Les Libanais ont marqué vendredi dans la ferveur citoyenne le 76e anniversaire de la République, plus d’un mois après le début de leur mouvement de contestation inédit contre la classe dirigeante, avec l’espoir d’une “nouvelle indépendance” pour leur pays.

Partis de divers endroits de la capitale et de sa banlieue, de nombreuses “parades civiles” ont convergé, drapeaux libanais au vent, vers la place des Martyrs dans le centre-ville, haut lieu de la contestation, où la foule a commencé à s’agglutiner par milliers.
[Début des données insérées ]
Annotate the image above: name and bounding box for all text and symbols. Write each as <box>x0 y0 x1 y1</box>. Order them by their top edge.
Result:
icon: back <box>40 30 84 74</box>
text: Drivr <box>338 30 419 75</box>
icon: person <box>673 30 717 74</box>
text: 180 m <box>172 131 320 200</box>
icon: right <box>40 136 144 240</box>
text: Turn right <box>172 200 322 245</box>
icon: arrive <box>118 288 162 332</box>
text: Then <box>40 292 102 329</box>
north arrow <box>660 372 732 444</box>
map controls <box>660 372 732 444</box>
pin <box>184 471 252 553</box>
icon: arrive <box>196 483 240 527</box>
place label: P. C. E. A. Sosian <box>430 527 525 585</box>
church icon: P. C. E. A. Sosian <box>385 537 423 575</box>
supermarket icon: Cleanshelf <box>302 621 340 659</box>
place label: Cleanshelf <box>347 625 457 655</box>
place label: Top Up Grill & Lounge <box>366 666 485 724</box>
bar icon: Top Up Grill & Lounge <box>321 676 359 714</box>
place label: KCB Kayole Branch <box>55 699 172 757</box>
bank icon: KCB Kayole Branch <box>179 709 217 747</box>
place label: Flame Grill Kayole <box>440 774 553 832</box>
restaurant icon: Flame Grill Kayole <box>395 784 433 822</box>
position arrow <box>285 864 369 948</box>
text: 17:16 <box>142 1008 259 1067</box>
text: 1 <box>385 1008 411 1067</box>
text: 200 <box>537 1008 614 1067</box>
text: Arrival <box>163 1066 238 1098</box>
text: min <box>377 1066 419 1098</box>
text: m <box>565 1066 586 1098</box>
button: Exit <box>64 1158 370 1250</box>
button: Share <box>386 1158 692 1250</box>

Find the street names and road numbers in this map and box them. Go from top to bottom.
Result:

Sur place, des manifestants ont installé des barricades des deux côtés de la route pour réserver une haie d’honneur à ces délégations -parfois regroupées par corps de métiers-, dans une marée de drapeaux, d’étendards et de chants.
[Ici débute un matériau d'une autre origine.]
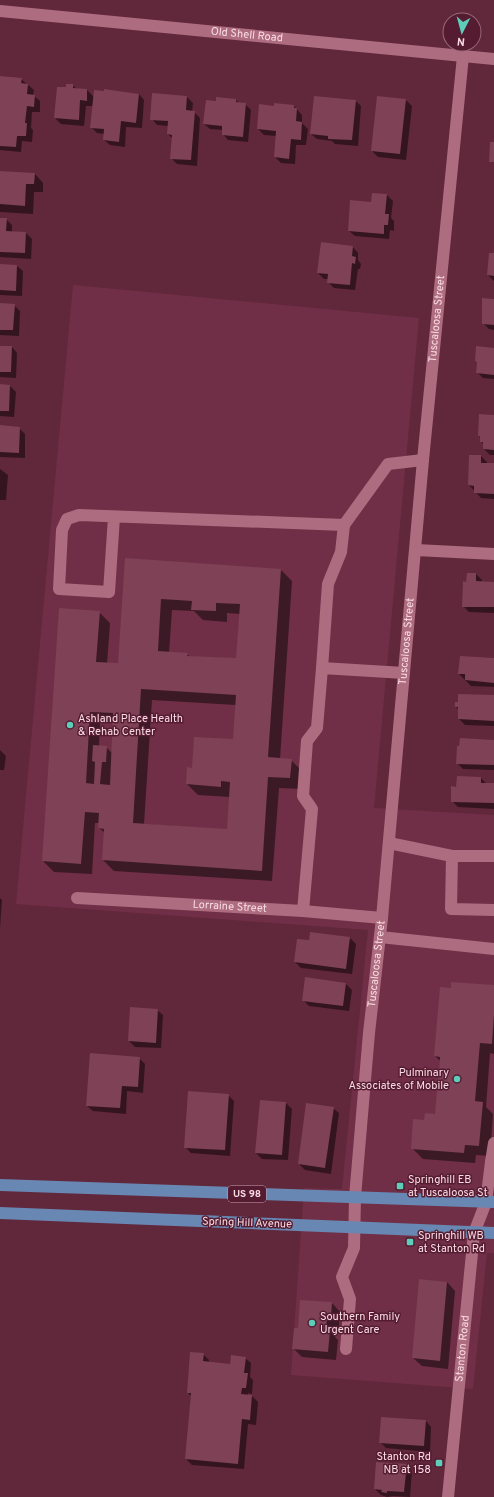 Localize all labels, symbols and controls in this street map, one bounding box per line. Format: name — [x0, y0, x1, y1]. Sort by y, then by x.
north arrow — [442, 12, 482, 52]
street label: Old Shell Road — [210, 25, 284, 45]
text: N — [456, 34, 466, 48]
street label: Tuscaloosa Street — [426, 275, 448, 363]
street label: Tuscaloosa Street — [396, 597, 418, 686]
place label: Ashland Place Health & Rehab Center — [78, 712, 183, 739]
marker: Ashland Place Health & Rehab Center — [65, 720, 75, 730]
street label: Lorraine Street — [192, 898, 267, 916]
street label: Tuscaloosa Street — [365, 920, 389, 1008]
place label: Pulminary Associates of Mobile — [348, 1066, 449, 1093]
marker: Pulminary Associates of Mobile — [452, 1074, 462, 1084]
place label: Springhill EB at Tuscaloosa St — [408, 1173, 488, 1200]
marker: Springhill EB at Tuscaloosa St — [395, 1181, 405, 1191]
road number: US 98 — [228, 1186, 266, 1202]
street label: Spring Hill Avenue — [202, 1214, 292, 1232]
place label: Springhill WB at Stanton Rd — [418, 1229, 485, 1256]
marker: Springhill WB at Stanton Rd — [405, 1237, 415, 1247]
place label: Southern Family Urgent Care — [320, 1310, 400, 1337]
street label: Stanton Road — [452, 1315, 473, 1383]
marker: Southern Family Urgent Care — [307, 1318, 317, 1328]
place label: Stanton Rd NB at 158 — [376, 1450, 431, 1477]
marker: Stanton Rd NB at 158 — [434, 1458, 444, 1468]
“Le message important aujourd’hui, c’est que le Liban est de nouveau uni”, a dit une jeune manifestante, Jilnar Moukhayber. “La parade civile est là pour signifier que tous les citoyens sont les bienvenus.”

Depuis le 17 octobre, le pays vit au rythme d’une protestation sans précédent contre l’ensemble des dirigeants politiques, jugés incompétents et corrompus. Il a insufflé chez des centaines de milliers de Libanais, de tous bords, le désir d’un chamboulement du système de gouvernance.

“C’est la première fois que les Libanais, toutes communautés confondues, manifestent massivement sans l’appel d’aucun parti”, a affirmé à l’AFP Tamara, étudiante de 21 ans. “C’est ça la vraie indépendance!”.

Le 22 novembre 1943, le Liban, sous mandat français, a accédé à l’indépendance après des manifestations populaires ayant rassemblé chrétiens et musulmans. Le pays a ensuite connu une guerre civile (1975-1990), puis deux occupations étrangères, israélienne et syrienne. Et il est resté profondément divisé, confessionnellement et politiquement.

Mais, cette année, sur la place des Martyrs, Wajed, 26 ans, s’est préparé à célébrer une indépendance au goût différent. “Nous voulons prendre notre indépendance des corrompus qui nous gouvernent!”.

“Quand les Français sont partis, d’autres nous ont occupés”, a-t-il dit en référence aux partis au pouvoir, conspués sans exception.

– “Victoire” de plus –

Contestation oblige, le défilé officiel militaire organisé chaque année sur le front de mer s’est mué en modeste parade dans l’enceinte même du ministère de la Défense, en présence du président Michel Aoun et du Premier ministre démissionnaire Saad Hariri. Et la cérémonie protocolaire au palais présidentiel a été annulée.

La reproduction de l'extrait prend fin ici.